How to Use Blue Tansy for Hair
Blue tansy extract is an essential oil, which should always be diluted before application to the skin or hair. "In general, it should be diluted prior to application to minimize the potential for irritation or sensitivity," explains Garshick. Shamban agrees and explains that you only want a concentration of one to three percent when diluting with carrier oils like jojoba, coconut, or sweet almond oil. If you're intimidated by concocting your own treatment, you can also seek out products that already contain blue tansy in them.
The frequency of use will depend on the user, but both experts recommend weekly when it comes to treatments and up to daily for shampoos and conditioners containing blue tansy. "It can be used weekly or whenever the scalp feels itchy, dry, dehydrated, aggravated, or otherwise inflamed and irritated," says Shamban.
- Add blue tansy to your shampoo or conditioner: Both experts say adding blue tansy to your existing shampoo or conditioner is a great low-risk way to try the ingredient out. Shamban recommends adding two to four drops of blue tansy for every 2 teaspoons of shampoo or conditioner and then washing as normal.
- Create a hot oil treatment: For a more intensive treatment, Shamban says you can add blue tansy to a hot oil treatment. "Diluted with the carrier oil, it can be massaged with fingertips to the scalp and brushed from root to tip," she says. "It can be left on from an hour to overnight for a deeper condition. A clarifying shampoo should be used (dry) to break down the oil before water to wash it away."
- Develop a custom hair toner: Shamban says blue tansy can be mixed with witch hazel and apple cider vinegar as a toner for blond hair to seal the cuticle after washing.
The Best Products With Blue Tansy
Garshick recommends the Adwoa Beauty Blue Tansy Clarifying Gel Shampoo. "This gel shampoo works to cleanse the scalp, removing buildup while still leaving the scalp and hair looking and feeling soft and smooth," she says.
Garshick also recommends the Living Libations True Blue Spirulina Shampoo. "For someone looking for a blue tansy shampoo, this combines a blend of essential oils to help improve the overall appearance of dry scalp and hair," she says.
If you don't want to mix your own oil, Shamban recommends the Herbivore Botanicals Lapis Facial Oil. "You can use a few drops of a great natural facial oil like Herbivore Lapis Facial Oil which blends the tansy in jojoba, squalene, and jasmine," she says. "We often forget our scalp is dermis too."
What is blue tansy?
Blue Tansy is the extract derived from the Mediterranean blue tansy plant (Tanacetum annuum), which actually contains yellow flowers.
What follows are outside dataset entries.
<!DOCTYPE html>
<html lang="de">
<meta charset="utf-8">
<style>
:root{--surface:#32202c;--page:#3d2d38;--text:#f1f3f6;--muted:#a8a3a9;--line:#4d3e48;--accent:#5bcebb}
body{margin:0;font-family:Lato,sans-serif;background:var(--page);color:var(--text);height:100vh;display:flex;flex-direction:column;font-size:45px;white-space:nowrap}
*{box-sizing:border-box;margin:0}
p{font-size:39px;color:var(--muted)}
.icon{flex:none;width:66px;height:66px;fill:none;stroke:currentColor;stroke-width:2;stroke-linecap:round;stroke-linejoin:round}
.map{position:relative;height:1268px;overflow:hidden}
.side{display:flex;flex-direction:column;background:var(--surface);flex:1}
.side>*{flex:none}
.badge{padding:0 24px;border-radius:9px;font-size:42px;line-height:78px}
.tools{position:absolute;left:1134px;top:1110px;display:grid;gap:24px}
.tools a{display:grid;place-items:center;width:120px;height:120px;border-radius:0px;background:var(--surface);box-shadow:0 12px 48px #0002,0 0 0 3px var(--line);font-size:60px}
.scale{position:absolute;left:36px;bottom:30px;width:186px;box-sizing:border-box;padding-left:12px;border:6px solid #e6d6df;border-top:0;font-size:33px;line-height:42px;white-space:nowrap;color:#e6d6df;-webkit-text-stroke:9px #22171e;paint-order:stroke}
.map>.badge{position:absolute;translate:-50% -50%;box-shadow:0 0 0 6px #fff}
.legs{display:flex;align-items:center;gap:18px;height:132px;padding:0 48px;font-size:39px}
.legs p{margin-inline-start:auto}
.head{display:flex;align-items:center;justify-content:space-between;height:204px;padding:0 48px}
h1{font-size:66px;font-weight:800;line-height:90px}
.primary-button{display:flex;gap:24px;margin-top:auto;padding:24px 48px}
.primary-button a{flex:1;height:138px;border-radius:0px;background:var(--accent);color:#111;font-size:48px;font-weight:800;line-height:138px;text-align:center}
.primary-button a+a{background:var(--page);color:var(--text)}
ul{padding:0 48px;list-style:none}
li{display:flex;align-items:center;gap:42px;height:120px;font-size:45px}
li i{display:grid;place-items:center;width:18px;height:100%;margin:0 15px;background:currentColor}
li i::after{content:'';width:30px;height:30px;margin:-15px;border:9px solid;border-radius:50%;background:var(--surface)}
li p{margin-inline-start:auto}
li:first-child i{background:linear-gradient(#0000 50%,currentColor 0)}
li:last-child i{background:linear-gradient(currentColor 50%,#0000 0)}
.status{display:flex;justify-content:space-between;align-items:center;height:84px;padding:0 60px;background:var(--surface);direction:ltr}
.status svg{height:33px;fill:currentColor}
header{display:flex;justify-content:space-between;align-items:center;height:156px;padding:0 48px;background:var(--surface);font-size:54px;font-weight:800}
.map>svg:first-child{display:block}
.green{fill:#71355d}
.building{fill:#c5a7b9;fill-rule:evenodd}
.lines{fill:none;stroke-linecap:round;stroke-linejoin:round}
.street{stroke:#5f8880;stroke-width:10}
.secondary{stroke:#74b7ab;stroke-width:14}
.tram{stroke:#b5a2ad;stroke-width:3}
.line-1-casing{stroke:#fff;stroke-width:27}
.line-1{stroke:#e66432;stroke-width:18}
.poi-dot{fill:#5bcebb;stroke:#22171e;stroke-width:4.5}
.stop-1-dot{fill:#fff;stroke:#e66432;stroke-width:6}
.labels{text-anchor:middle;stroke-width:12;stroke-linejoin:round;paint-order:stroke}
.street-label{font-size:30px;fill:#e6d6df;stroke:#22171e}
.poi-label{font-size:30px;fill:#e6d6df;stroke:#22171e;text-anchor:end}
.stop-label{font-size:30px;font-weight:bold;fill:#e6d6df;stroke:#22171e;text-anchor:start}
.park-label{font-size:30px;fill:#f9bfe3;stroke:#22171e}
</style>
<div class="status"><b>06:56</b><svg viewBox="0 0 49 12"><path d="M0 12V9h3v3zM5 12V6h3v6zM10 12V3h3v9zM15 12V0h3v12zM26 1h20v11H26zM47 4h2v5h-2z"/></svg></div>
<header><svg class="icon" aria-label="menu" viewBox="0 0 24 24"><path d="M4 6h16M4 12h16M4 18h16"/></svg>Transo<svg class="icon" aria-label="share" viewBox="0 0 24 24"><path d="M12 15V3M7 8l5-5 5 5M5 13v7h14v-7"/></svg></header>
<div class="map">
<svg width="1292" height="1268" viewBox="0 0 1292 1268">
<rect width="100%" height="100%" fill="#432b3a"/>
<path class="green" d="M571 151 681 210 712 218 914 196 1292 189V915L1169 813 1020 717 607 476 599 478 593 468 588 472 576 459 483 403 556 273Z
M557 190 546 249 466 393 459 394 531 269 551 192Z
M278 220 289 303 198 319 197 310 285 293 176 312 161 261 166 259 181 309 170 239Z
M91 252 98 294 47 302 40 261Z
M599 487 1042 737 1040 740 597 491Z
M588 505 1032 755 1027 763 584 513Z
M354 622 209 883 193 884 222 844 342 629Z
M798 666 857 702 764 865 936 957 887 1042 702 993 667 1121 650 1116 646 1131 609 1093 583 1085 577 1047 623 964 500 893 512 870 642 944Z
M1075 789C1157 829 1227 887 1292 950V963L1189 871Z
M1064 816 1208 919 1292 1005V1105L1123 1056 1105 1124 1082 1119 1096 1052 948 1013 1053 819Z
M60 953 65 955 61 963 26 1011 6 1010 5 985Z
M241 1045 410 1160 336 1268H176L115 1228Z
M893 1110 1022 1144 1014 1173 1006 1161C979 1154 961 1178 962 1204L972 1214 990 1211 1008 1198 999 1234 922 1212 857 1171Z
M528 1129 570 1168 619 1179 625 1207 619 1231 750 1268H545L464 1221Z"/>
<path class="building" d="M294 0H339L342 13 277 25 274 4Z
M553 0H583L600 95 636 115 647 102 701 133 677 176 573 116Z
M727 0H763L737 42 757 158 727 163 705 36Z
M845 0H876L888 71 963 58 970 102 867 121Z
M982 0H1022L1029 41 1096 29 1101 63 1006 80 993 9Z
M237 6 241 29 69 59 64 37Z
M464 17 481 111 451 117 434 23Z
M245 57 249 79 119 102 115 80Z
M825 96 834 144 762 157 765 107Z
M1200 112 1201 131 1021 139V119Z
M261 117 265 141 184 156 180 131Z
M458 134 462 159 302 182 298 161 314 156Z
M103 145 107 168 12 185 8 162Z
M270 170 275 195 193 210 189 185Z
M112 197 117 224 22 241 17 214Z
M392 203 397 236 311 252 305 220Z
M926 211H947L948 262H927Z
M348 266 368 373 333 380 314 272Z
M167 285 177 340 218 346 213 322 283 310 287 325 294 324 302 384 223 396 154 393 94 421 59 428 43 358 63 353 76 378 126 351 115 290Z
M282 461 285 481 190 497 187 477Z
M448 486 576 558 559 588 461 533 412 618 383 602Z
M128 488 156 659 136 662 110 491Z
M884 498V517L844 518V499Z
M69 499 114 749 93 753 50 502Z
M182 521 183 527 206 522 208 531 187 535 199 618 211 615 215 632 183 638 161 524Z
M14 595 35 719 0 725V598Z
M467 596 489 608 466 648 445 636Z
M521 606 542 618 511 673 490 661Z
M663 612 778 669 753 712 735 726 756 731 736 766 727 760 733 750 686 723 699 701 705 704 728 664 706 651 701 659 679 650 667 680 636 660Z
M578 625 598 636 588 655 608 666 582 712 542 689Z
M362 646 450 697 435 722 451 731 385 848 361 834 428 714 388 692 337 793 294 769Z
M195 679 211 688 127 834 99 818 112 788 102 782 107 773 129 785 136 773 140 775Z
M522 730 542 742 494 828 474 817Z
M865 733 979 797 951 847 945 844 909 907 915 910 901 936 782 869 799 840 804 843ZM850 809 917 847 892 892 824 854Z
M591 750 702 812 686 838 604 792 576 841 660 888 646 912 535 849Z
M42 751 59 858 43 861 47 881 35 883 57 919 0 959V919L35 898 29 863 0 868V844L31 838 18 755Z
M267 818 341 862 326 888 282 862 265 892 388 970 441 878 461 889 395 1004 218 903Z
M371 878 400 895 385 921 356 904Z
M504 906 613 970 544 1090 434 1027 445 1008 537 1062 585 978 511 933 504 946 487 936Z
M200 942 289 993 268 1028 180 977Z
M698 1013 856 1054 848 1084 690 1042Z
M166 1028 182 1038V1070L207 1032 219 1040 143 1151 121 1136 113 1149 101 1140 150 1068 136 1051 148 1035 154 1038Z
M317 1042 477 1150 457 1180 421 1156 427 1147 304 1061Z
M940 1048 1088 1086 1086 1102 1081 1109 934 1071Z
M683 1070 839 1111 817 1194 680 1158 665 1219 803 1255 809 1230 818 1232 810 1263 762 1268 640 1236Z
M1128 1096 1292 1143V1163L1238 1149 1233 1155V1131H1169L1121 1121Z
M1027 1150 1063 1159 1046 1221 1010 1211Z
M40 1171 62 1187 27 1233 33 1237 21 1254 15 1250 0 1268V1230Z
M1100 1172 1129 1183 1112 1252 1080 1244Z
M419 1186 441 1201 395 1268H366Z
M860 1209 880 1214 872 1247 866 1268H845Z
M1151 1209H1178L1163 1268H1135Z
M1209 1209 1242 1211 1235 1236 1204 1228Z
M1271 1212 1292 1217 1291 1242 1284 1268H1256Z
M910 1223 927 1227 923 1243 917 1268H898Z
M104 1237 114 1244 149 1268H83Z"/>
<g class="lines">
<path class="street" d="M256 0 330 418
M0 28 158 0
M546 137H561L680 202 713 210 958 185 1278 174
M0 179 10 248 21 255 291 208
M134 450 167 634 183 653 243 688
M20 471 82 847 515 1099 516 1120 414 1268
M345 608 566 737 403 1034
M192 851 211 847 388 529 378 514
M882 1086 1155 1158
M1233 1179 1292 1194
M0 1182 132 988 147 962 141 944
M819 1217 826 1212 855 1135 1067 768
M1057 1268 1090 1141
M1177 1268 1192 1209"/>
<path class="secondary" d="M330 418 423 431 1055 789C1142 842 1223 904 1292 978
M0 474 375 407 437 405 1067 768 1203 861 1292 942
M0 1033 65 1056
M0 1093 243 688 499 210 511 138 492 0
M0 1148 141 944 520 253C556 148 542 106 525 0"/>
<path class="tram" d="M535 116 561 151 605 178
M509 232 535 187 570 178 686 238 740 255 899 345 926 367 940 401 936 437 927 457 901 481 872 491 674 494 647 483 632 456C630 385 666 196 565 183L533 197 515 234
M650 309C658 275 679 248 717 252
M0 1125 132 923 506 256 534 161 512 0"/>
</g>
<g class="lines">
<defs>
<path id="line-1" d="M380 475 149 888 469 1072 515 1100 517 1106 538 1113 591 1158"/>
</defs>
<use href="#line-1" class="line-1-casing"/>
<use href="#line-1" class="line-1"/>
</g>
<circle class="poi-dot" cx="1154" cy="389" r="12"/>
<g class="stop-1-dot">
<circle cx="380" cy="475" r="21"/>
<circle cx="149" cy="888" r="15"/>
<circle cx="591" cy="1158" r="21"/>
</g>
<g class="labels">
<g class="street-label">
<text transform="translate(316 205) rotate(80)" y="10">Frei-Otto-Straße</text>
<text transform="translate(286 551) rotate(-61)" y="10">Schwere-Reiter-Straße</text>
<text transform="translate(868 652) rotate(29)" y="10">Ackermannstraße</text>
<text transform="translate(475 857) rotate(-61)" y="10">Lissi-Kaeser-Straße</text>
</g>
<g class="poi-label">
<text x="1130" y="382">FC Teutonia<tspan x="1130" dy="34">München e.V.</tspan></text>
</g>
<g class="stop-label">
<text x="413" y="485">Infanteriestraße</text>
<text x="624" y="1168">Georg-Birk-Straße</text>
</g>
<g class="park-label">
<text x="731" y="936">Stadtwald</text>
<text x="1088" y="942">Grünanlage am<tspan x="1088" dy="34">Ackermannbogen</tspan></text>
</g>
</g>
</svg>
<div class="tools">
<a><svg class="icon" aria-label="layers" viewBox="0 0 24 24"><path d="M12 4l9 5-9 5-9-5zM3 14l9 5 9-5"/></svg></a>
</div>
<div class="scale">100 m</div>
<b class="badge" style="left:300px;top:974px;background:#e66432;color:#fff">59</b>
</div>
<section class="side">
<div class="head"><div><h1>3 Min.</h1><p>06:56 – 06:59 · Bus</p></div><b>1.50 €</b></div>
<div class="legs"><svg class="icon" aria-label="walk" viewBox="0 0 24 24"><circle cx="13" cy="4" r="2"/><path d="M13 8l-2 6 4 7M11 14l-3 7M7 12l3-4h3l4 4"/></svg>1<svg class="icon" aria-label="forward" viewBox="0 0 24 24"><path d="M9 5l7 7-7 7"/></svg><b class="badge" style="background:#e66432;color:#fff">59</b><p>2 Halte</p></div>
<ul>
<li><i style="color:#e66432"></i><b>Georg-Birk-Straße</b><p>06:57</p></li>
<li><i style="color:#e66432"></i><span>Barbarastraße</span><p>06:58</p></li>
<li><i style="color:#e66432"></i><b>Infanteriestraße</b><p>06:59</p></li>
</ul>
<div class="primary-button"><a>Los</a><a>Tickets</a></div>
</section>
In distilling the oil from the plant, chamazulene is released and turns blue when exposed to the heat of the steam distillation.
Is blue tansy good for the hair or the scalp?
Blue tansy has benefits for both the skin of your scalp and your hair itself.
Is there anyone who shouldn't use blue tansy?
Those with bleached hair (or white towels/linens) may want to avoid blue tansy as it is used to color formulations and thus has the potential to stain.